The effect of COVID-19 on mental health cannot be elucidated

One of the biggest global crises of generations, the COVID-19 pandemic has had serious and far-reaching consequences for health systems, economies and societies. Countless people have been killed or lost their livelihoods. Families and communities have become strained and separated. Children and young people have lost their learning and social integration. Business failed. Millions of people have fallen below the poverty line.

As people cope with these health, social and economic impacts, mental health has been severely damaged. Many of us were aggravated; but for some, COVID-19 has triggered or exacerbated more serious mental health problems. Many people have reported psychological distress and symptoms of depression, anxiety, or post-traumatic stress. And there have been alarming signs of widespread suicidal thoughts and behavior, including among health care workers.

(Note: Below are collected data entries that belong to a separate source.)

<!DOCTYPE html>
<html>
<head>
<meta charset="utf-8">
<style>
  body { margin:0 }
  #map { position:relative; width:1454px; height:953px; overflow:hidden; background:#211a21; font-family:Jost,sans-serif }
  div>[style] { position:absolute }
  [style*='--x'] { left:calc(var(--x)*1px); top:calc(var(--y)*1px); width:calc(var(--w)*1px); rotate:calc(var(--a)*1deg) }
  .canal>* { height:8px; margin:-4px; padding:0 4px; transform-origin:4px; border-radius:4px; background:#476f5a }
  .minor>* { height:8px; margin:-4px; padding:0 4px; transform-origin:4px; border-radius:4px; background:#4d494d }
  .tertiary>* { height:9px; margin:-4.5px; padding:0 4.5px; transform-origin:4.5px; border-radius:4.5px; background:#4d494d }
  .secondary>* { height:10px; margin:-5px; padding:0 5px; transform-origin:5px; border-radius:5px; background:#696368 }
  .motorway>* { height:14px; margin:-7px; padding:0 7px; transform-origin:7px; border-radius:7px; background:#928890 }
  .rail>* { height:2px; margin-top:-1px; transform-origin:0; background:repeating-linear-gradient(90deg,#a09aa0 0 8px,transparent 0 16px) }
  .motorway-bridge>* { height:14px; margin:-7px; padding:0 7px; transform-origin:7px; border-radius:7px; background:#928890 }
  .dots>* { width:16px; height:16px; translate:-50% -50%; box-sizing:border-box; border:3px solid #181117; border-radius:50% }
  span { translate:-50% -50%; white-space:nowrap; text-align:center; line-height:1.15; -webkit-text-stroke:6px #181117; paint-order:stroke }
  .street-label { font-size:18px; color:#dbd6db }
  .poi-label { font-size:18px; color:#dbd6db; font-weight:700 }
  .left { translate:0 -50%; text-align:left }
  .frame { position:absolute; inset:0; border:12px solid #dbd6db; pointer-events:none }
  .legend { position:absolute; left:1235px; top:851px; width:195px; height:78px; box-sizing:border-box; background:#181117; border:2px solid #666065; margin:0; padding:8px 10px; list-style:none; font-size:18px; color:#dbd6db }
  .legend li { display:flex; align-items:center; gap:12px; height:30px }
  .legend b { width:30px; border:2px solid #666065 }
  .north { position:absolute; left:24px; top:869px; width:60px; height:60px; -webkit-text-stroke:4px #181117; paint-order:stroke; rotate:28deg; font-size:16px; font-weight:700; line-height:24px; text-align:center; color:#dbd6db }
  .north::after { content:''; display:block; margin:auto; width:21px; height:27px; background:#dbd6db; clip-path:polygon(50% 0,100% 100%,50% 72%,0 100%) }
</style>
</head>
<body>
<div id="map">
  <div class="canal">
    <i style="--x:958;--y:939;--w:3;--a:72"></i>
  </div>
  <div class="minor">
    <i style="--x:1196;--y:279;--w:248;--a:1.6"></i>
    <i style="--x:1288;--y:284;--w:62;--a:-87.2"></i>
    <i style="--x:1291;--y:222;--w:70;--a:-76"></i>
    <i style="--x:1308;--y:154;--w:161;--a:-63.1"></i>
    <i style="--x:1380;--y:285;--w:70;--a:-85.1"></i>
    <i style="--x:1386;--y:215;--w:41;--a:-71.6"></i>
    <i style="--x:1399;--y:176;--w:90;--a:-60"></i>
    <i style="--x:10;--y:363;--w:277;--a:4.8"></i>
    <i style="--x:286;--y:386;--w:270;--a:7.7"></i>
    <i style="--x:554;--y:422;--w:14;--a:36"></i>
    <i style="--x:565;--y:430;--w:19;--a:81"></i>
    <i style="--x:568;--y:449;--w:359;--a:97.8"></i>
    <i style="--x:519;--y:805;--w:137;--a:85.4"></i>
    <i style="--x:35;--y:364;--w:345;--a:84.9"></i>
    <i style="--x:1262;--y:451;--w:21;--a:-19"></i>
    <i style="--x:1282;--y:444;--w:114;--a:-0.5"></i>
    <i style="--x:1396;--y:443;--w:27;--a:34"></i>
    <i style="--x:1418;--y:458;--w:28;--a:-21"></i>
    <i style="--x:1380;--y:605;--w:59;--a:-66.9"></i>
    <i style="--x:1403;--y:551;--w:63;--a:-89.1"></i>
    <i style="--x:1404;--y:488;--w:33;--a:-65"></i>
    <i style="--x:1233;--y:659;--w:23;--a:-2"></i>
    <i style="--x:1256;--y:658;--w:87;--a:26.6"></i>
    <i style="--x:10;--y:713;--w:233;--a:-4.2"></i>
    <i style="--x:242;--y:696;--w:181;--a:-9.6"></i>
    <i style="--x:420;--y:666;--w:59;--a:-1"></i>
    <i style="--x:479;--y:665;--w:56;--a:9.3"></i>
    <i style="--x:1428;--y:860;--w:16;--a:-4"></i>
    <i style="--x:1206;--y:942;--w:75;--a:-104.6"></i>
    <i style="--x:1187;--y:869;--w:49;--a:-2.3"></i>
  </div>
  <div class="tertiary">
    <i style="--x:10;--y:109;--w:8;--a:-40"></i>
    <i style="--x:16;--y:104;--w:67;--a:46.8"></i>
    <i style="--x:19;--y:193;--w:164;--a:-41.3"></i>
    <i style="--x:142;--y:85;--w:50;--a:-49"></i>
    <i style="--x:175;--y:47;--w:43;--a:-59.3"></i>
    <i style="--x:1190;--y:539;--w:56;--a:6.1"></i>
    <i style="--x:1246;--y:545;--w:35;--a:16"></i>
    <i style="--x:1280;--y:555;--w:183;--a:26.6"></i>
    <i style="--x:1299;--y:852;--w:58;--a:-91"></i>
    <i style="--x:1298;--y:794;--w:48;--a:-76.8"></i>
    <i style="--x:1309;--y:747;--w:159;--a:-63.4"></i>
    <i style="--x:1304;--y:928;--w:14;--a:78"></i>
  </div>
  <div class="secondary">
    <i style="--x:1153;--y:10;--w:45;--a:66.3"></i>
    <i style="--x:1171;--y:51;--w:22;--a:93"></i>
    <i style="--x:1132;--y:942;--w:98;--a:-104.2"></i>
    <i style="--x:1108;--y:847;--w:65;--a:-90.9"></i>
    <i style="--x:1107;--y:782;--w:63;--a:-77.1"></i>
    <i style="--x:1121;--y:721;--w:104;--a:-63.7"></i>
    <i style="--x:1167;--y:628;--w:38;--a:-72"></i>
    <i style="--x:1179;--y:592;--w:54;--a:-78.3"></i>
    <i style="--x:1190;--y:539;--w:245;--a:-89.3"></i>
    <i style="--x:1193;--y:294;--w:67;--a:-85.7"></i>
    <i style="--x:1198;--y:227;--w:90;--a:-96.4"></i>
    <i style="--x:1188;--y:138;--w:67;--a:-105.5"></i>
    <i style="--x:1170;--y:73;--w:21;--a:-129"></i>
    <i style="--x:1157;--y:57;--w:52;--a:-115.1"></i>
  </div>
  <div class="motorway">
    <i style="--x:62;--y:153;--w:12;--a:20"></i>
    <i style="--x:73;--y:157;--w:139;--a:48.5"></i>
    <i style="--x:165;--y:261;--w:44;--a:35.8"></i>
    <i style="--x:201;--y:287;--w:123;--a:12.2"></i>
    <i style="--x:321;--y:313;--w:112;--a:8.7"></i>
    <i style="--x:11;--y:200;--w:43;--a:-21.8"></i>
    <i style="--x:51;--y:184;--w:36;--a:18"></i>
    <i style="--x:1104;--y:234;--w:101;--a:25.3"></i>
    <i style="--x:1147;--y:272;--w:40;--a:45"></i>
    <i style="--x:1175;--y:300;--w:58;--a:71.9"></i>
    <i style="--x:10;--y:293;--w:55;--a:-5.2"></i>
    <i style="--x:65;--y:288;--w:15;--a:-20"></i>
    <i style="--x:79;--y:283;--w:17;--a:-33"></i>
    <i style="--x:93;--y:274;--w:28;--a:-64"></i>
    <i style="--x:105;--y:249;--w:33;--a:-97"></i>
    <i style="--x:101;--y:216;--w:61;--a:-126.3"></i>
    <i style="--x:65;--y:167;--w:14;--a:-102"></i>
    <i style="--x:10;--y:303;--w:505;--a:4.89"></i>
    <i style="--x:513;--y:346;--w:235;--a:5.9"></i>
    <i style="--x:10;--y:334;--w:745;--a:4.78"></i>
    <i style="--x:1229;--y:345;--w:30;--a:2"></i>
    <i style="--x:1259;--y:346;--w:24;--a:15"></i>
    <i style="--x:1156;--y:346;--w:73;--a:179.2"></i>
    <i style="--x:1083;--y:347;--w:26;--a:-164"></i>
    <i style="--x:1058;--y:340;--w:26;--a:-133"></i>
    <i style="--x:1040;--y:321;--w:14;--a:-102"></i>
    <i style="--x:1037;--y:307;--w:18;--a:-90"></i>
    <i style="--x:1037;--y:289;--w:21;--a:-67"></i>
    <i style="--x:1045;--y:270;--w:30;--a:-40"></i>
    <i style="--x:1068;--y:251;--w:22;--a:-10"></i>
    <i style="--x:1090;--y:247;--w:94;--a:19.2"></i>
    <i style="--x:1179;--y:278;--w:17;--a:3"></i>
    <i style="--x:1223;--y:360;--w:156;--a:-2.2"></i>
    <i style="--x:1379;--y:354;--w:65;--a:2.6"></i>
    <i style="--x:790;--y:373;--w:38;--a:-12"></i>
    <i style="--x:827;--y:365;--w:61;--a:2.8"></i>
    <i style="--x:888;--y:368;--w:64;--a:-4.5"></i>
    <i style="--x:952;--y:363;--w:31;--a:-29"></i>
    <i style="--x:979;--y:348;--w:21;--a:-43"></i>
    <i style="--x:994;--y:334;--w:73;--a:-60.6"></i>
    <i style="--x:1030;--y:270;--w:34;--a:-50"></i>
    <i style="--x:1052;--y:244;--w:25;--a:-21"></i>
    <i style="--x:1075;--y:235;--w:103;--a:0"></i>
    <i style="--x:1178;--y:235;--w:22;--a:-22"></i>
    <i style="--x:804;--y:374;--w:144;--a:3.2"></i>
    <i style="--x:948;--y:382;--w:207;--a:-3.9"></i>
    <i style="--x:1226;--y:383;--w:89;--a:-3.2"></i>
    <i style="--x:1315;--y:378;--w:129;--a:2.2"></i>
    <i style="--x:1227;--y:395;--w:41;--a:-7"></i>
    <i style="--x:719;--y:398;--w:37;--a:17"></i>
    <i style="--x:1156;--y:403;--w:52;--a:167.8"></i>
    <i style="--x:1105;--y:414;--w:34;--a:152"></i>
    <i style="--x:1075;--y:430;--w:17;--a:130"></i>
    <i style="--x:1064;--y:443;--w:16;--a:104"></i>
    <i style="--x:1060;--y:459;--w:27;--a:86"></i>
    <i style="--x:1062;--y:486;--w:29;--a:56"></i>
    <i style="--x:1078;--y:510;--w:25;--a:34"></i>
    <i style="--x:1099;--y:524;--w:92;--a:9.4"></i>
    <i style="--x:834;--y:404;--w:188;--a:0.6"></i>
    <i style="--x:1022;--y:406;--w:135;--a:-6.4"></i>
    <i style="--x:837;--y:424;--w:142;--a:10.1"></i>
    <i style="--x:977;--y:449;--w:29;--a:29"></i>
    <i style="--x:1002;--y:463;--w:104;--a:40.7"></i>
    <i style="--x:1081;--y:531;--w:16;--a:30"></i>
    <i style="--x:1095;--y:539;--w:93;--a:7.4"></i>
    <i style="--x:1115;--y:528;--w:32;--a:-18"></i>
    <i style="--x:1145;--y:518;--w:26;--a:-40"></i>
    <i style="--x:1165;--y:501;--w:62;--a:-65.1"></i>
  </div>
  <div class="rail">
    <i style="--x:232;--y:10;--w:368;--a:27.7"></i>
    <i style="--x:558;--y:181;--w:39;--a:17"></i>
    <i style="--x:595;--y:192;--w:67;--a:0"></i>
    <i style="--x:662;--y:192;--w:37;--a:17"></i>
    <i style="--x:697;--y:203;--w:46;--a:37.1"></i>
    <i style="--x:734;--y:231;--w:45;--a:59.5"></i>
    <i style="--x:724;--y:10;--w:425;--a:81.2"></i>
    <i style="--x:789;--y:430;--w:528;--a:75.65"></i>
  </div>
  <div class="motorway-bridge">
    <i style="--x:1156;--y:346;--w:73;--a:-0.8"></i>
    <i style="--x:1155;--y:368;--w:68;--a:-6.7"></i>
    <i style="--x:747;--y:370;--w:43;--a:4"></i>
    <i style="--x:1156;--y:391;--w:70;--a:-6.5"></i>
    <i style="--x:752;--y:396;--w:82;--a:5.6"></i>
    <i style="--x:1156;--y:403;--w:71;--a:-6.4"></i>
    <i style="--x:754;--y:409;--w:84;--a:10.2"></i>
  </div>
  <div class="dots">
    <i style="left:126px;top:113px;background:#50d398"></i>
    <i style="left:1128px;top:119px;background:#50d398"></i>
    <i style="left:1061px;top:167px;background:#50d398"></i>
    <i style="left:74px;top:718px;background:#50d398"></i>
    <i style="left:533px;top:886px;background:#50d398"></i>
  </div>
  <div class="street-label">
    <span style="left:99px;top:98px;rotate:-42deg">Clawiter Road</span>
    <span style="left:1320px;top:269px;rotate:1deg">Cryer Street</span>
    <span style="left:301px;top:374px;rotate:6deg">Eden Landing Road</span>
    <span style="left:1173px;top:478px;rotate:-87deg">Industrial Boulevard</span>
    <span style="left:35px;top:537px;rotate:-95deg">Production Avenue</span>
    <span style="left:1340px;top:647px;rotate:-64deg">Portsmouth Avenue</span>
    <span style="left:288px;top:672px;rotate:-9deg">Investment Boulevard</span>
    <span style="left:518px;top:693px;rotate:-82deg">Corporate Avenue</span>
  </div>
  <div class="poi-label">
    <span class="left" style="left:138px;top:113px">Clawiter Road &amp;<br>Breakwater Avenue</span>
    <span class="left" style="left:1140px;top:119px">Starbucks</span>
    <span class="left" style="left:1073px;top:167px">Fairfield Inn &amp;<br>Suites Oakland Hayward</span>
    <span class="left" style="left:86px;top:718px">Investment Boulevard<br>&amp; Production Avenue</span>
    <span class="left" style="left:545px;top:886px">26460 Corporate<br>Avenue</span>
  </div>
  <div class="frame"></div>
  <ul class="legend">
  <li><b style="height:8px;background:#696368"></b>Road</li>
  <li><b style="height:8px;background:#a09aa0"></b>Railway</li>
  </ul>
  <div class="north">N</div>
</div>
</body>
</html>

Some groups of people have been harmed much more than others. In the face of the closure of schools and universities, young people have become vulnerable to social isolation and disconnection, which can lead to feelings of anxiety, uncertainty and loneliness, as well as emotional and behavioral problems. Increasing the risk of family stress or abuse that may force some children and teens to stay home because they are risk factors for mental health problems. Women have also experienced greater stress in their homes, and a quick assessment shows that 45% of women have experienced some form of violence, either directly or indirectly in the first year of the pandemic.

Although mental health needs have increased, mental health services have been severely disrupted. This was especially true in the early days of the pandemic, when staff and infrastructure were being redirected to the lightness of COVID-19. Social measures also prevented people from accessing care. And in many cases, poor knowledge of the virus and misinformation led to fears and concerns that prevented people from seeking help.

Fear factor

Esenam Abra Drah lives with bipolar disorder in Ghana, where the fear of the virus has been an unprecedented stress on the mental health of many individuals. “I have a lot of friends who have had an increase in their mental health because of increased levels of fear and panic,” Esenam says. “It was almost as if the fear was contagious.”

Esenam explained that most people are afraid to ask for help because if they visit the hospital, they may be infected with COVID-19. “I myself didn’t go to the clinic for therapy all year, partly because of that fear,” she says.

At that time Esenam, like so many others, was unemployed and had no money for treatment. Even before the pandemic, the cost of care was known to be a major obstacle to seeking help from people with mental health problems.

“I’ve had the privilege of having a good support system,” Esenam says. “My retired parents managed to make sure my medication was always refilled.”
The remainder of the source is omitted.